MJ's official birthday was last Monday, but we celebrated today. What made it particularly special is that Nana was in town, and today is her 60th. So MJ and Nana celebrated their birthday's together; I think that realization never quite made it into MJ's brain. The cupcakes, balloons, presents, friends and family were the source of her joy, as one would hope for any two year old
MJ is still the firecracker she has always been. She ran around saying "I two" for much of the day, and tried very hard to sing the words to "Happy Birthday" which were mostly just "Hap Hap day". She was in ecstasy over a toy motorcycle and pretended to drink tea for about an hour. She loved seeing all her friends, and I've come to realize that I think she mourns the loss of our neighbors. We don't have nearly as many kids at our house since we moved. Although she handled the move well, and seems to love the new house, she misses having the ability to walk a few houses down to play with other kids.
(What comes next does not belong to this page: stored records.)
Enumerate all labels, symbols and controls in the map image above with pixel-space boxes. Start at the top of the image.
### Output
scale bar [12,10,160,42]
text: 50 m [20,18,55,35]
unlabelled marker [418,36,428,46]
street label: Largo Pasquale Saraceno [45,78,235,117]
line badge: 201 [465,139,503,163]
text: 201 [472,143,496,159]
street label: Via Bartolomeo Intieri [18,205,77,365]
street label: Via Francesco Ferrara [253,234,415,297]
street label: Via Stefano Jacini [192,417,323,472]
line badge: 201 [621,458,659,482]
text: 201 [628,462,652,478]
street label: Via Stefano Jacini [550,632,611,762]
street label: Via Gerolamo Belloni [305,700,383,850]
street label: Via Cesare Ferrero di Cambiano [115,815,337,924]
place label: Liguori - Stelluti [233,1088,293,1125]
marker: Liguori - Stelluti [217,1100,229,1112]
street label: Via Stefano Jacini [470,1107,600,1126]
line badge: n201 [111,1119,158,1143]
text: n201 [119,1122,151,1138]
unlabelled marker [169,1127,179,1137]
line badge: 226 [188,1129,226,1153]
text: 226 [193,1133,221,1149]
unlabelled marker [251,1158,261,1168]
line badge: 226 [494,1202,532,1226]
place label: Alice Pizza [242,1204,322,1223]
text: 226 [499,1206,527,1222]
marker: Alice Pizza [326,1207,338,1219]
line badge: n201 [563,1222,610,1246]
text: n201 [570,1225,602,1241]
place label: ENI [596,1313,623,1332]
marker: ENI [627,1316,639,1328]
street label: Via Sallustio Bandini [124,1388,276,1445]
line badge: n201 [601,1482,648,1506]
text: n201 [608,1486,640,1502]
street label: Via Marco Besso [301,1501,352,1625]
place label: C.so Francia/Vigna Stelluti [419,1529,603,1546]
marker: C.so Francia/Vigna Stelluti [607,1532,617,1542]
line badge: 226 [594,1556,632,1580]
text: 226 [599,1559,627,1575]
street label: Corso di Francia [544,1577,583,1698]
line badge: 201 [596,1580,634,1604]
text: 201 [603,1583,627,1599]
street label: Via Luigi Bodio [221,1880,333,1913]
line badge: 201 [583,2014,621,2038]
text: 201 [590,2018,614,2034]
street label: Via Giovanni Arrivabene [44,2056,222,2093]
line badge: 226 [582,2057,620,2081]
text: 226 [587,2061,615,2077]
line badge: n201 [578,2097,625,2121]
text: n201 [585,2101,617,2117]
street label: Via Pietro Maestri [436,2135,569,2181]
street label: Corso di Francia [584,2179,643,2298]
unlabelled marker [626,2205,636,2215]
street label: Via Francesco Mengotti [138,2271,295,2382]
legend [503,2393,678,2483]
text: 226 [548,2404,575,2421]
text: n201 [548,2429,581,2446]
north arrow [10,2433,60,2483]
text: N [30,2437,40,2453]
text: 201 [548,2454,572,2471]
As with all birthdays, this one was very bittersweet for me. I know my Mom is not ecstatic to be turning 60. I'm not ecstatic to be leaving all remnants of babyhood behind, particularly because I thought we'd be looking at the possibility of another baby by now. Instead, I am facing the fear that we won't be able to have another baby, and it makes a milestone like this so much more poignant. I know it's too soon to jump to such a conclusion, but that's the fear in the back of my mind. We are only a couple months from an official diagnosis of secondary infertility, something I never thought I'd be able to say.
Thankfully, though, MJ's joy is too infectious to stay sad for long. Everything is a source of joy, and her spontaneous kisses and hugs can always brighten my day. Fall is definitely here now, along with a fire in our fireplace and zucchini bread in the oven. We finally have some pictures on the walls, a couch to sit on and a dining table that can fit all of our friends. I feel so blessed. I need to keep focus. But I also need to savor every one of these moments, because I just don't if they'll happen again. It has made my decision to stay home with MJ even more reassuring than it already is; if I had to miss all these moments not knowing if I will ever have more children. As someone who often said she wanted four kids, such an idea would be a huge adjustment.